Chapter 4 Missing values

4.1 Twitter Dataset

We conducted analysis on the missing values before forming our final dataset. Of all the features, we first choose 8 features to consider. 7 out of the 8 features are introduced in the previous section, and the only feature that we left out was geo. The missing value graph will support our decision. Another thing worth mentioning is that all the added features will not be presented. Since they are derived from text, they will not contain any missing value.

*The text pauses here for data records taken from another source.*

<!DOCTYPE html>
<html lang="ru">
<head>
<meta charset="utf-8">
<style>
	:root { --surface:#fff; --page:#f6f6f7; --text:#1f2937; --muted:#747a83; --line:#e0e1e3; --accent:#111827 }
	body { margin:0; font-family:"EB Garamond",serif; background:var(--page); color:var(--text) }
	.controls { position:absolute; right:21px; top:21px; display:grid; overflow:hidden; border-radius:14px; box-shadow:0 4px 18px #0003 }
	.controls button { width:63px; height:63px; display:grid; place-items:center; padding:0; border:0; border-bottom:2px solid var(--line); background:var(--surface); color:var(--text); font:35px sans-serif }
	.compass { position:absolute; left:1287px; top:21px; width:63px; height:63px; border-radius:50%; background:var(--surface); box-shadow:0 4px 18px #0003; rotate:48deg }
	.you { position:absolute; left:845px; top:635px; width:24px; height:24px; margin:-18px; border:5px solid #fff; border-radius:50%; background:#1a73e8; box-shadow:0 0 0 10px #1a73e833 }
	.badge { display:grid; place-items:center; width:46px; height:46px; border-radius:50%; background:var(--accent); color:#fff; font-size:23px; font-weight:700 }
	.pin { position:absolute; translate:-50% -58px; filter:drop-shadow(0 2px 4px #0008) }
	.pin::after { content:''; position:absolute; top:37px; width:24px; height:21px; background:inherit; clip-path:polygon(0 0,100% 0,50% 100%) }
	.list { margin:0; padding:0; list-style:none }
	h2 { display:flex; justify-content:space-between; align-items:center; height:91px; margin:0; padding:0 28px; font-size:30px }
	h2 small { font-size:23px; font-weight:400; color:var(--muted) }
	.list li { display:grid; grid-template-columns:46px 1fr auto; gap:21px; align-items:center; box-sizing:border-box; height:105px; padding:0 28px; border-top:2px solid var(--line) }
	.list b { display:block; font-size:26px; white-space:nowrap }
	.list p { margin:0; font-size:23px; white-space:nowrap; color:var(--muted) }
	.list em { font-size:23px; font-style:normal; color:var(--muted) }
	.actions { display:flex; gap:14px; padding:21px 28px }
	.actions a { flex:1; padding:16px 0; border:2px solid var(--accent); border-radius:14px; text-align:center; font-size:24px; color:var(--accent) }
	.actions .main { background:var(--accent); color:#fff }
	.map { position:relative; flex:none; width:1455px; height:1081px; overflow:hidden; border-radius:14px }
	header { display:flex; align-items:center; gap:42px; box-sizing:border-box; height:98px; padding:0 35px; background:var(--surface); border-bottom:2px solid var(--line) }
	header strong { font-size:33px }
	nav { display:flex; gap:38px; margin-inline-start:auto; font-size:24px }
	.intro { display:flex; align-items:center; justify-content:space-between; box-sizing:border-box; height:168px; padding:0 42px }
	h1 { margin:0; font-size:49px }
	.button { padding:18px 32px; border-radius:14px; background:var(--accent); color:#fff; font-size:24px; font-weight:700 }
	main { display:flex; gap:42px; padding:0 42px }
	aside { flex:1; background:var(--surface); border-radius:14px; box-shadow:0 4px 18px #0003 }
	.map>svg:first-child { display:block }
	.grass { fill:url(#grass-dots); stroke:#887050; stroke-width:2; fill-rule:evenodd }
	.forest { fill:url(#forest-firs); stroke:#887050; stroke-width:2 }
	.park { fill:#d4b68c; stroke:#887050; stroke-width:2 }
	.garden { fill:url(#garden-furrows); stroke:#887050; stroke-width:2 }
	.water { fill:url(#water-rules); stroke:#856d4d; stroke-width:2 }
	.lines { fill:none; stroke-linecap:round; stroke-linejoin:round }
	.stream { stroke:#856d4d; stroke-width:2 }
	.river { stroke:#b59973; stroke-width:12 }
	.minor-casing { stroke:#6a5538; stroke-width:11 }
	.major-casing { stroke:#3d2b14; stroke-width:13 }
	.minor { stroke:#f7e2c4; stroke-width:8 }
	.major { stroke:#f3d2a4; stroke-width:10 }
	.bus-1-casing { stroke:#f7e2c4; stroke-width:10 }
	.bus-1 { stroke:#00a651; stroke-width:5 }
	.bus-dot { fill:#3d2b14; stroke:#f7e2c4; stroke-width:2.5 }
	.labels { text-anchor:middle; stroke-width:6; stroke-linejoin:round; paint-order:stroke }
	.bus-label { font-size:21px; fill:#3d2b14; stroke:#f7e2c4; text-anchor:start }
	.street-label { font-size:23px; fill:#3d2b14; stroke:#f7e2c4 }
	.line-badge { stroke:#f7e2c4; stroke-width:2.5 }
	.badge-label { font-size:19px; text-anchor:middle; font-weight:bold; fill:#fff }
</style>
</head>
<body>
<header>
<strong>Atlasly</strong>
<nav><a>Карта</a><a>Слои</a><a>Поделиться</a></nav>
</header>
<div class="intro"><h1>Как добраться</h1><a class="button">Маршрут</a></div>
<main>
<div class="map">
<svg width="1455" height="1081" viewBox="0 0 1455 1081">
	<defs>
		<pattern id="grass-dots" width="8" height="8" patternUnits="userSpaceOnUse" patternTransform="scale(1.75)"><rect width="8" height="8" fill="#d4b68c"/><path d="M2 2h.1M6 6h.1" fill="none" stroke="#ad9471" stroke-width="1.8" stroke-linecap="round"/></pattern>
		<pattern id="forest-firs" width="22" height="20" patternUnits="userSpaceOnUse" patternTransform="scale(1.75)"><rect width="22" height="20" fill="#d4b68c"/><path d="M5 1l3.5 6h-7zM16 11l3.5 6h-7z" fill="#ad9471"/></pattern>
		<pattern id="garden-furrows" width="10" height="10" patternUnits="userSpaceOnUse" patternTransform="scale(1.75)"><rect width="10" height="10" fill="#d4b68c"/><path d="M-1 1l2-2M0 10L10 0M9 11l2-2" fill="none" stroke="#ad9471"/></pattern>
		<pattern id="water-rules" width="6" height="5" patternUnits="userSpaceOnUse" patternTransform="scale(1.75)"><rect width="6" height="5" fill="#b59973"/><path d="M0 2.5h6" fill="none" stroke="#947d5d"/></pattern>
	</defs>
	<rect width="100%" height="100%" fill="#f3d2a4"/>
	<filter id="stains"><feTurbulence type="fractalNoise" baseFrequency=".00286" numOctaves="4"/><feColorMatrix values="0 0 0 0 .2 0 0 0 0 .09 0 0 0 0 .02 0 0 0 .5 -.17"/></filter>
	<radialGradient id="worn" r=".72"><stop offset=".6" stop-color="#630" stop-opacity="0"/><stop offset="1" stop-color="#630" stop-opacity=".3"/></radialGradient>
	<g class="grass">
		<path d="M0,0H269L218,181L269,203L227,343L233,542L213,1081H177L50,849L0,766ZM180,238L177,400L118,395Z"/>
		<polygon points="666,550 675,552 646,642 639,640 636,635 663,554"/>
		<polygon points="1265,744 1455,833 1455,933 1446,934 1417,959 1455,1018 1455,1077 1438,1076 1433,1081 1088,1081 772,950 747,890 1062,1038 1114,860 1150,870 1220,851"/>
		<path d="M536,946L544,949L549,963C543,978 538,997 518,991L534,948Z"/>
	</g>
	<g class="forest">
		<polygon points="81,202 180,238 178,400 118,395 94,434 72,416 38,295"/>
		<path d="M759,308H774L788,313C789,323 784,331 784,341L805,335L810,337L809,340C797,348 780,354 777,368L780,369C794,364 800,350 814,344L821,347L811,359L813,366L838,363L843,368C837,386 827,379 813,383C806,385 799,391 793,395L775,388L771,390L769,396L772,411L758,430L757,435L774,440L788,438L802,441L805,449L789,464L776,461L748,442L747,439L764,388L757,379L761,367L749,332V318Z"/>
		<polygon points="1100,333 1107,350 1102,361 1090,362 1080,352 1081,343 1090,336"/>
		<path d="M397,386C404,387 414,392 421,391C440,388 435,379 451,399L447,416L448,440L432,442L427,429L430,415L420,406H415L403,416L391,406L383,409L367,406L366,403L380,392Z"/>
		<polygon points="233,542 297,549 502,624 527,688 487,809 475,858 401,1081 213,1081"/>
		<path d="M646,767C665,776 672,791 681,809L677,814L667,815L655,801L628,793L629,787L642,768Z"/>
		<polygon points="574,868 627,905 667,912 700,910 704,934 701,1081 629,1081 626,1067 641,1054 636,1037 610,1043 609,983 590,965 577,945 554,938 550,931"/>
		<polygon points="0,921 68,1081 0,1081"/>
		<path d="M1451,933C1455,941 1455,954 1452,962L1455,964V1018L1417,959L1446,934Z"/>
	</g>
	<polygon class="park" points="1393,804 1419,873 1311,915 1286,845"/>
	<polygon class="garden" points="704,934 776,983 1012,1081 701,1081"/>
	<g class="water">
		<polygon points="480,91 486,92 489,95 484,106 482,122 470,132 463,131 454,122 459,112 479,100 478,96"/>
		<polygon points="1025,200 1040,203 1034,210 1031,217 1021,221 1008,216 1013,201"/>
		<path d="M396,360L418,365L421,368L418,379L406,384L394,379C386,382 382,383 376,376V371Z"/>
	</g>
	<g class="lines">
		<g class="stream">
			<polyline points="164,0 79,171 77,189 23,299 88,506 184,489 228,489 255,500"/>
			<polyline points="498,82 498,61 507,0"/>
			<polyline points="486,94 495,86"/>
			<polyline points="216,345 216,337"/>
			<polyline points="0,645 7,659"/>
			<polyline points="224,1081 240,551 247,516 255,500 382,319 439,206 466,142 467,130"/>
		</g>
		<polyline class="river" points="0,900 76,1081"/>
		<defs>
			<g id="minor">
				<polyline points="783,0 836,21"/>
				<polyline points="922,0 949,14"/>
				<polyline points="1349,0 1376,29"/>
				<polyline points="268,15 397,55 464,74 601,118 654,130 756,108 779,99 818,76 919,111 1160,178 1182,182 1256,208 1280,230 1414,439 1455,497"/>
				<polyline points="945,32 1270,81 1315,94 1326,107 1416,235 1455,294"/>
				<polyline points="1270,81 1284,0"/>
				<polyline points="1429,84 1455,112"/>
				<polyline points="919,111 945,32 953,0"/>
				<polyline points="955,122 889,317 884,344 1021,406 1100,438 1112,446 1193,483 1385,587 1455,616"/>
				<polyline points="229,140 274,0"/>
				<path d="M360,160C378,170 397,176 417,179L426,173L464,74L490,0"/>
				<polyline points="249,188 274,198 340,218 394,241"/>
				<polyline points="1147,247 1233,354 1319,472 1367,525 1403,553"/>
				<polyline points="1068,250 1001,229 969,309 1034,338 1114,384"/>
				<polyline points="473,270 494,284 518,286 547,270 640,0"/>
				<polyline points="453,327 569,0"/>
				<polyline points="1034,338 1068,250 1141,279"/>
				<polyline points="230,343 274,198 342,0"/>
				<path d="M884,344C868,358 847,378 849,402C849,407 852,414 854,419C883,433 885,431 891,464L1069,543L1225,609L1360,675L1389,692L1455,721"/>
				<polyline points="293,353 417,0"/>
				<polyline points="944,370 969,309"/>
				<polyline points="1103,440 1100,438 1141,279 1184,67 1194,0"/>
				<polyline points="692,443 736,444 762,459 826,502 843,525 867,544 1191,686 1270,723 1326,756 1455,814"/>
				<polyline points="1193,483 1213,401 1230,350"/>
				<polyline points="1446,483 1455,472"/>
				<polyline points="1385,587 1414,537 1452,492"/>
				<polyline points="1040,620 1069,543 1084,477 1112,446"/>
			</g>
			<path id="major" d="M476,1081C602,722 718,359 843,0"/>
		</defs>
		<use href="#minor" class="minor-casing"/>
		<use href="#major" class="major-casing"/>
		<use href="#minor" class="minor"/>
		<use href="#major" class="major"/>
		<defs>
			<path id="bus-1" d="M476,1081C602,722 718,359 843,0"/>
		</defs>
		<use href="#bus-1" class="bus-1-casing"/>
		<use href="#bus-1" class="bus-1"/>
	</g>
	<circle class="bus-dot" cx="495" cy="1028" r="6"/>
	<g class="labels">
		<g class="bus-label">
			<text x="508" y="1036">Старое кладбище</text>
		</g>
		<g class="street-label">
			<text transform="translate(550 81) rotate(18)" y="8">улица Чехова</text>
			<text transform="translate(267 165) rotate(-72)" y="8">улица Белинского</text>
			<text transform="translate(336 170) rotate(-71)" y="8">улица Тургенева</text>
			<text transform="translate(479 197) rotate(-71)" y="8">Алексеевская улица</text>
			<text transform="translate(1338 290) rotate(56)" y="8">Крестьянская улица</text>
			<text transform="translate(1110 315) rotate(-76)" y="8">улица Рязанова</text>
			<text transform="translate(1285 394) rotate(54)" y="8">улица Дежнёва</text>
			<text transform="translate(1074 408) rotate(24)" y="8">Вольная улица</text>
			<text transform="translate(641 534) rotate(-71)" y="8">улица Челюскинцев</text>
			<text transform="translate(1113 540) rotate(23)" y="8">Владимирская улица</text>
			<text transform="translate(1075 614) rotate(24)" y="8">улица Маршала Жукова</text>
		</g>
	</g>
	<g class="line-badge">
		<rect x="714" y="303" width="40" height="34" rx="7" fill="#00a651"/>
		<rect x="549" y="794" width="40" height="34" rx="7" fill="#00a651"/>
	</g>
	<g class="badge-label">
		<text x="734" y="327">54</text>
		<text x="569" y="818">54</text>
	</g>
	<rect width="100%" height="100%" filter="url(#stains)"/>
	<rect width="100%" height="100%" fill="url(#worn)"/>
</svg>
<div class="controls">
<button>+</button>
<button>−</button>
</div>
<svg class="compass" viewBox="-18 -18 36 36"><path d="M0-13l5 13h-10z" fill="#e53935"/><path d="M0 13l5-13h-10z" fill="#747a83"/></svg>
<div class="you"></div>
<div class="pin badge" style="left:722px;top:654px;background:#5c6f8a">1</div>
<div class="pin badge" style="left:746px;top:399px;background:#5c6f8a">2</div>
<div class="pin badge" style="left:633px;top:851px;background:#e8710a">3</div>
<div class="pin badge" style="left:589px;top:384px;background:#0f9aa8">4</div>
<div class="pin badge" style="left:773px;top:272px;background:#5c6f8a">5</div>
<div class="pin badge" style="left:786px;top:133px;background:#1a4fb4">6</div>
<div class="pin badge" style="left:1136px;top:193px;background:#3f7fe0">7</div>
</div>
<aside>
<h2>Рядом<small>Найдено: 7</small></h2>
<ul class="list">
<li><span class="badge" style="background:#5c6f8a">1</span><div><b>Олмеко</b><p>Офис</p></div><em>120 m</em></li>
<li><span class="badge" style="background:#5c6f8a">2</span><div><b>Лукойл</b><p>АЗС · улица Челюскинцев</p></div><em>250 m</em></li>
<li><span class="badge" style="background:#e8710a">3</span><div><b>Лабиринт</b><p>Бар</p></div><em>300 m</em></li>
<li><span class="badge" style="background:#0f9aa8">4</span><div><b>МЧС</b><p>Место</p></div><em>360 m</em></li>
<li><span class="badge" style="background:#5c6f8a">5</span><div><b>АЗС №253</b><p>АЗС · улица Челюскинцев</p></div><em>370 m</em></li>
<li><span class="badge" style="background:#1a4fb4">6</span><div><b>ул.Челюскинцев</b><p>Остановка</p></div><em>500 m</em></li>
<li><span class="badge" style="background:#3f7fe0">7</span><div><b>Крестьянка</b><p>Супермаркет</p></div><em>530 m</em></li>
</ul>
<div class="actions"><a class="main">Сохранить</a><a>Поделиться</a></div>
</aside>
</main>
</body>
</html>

Here we use the whole raw data set containing tweets from October 28th to November 3rd. There are a total of 471,996 tweets. The following is a missing value graph of our raw dataset. We modified the feature names a bit to make sure the graph is clean.

Table 4.1: Missing values
Feature Count
geo 471944
location 466755
full_text 277690
No.follower 56
tweet_id 56

As shown in the graph, the geo feature has the most missing values that is close to 100%. From the documentation, geo is the tweet location that is tagged by the user. It indicates that Twitter users seldom specify a location for tweets. Because of the high missing percentage, we choose to remove the feature. Another largely missing data column is location with 5241 valid values. location is a self-identified location by the user, and is has the format like ‘Manhattan, NY’. We think that we will be able to derive some geological pattern based on the limited data we have. The missing value in text is interesting. text can only holds up to 140 character and if a tweet exceeds the limit, full_text is the feature that will capture the complete contents. We see that around half of the users write short text when post tweets related to Elon Musk.

Looking at the missing patterns. More than a half of the tweets are missing geo and location, and around 46% of the tweets have additional missing value in full_text. The other three missing patterns are trivial. We do notice that there is a missing pattern that has missing value in every feature. We found out that there we 56 empty rows in our dataset and we removed those row in later section.